People with higher levels of pesticides and other pollutants in their blood may be more likely to get type 2 diabetes, suggests a new study of elderly Swedes.

The findings add to a growing body of evidence that these chemicals might drive changes in the body that lead to diabetes, researchers say, although they don't prove that one causes the other.

Taken together, the data suggest that there's more to the diabetes than eating too much and not getting enough exercise, said Dr David Carpenter, head of the Institute for Health and the Environment at the University at Albany in New York.

The pollutants, including pesticides and poly-chlorinated biphenyls, or PCBs, are largely found in meat and fatty fish. Some of them, including PCBs –once used in paint, plastics, and for electrical equipment manufacturing are heavily regulated and no longer used in many countries.

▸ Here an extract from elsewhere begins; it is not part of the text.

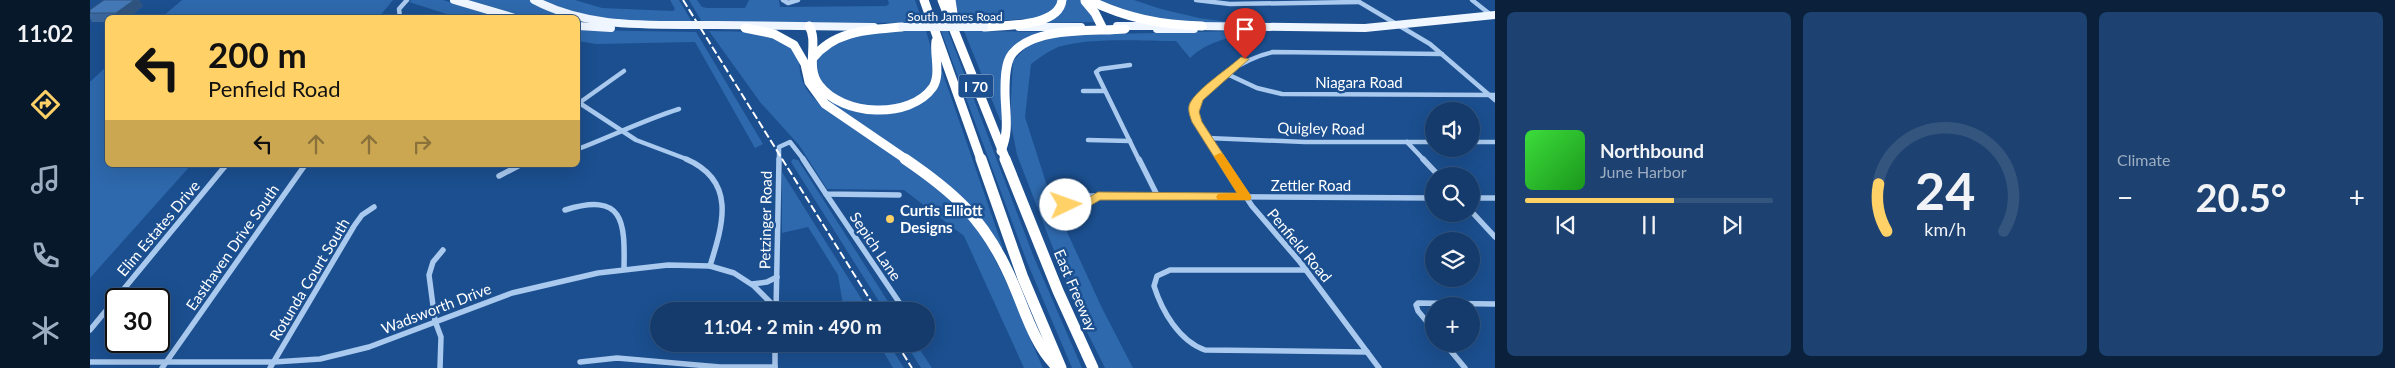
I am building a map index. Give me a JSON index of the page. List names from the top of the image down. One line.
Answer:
{"streets":{"highway":["I 70","East Freeway"],"main road":["South James Road"],"street":["Niagara Road","Quigley Road","Zettler Road","Petzinger Road","Elim Estates Drive","Penfield Road","Sepich Lane","Easthaven Drive South","Rotunda Court South","Wadsworth Drive"]},"crossings":[["Niagara Road","Penfield Road"],["Quigley Road","Penfield Road"],["Zettler Road","Penfield Road"],["Petzinger Road","Sepich Lane"],["Easthaven Drive South","Wadsworth Drive"],["Rotunda Court South","Wadsworth Drive"]],"places":["Curtis Elliott Designs"],"page":{"tabs":"11:02","tile":"Climate","turn":["200 m","Penfield Road"],"map_buttons":"+","song":["Northbound","June Harbor"],"heat":["−","20.5°","+"],"limit":"30","trip":"11:04 · 2 min · 490 m","gauge":["24","km/h"]}}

However, "the exposure to these chemicals in the general population still occurs because they have widely contaminated our food chain," study researcher Dr Duk-Hee Lee, of Kyungpook National University in Daegu, South Korea, said.

Current study

In the current study, Dr Lee and colleagues sought to follow up on previous findings that had linked these chemicals with type 2 diabetes.

They recruited a group of 725 diabetes-free elderly adults in Sweden and took blood samples to measure their levels of the pollutants. Then, the researchers followed them for the next five years.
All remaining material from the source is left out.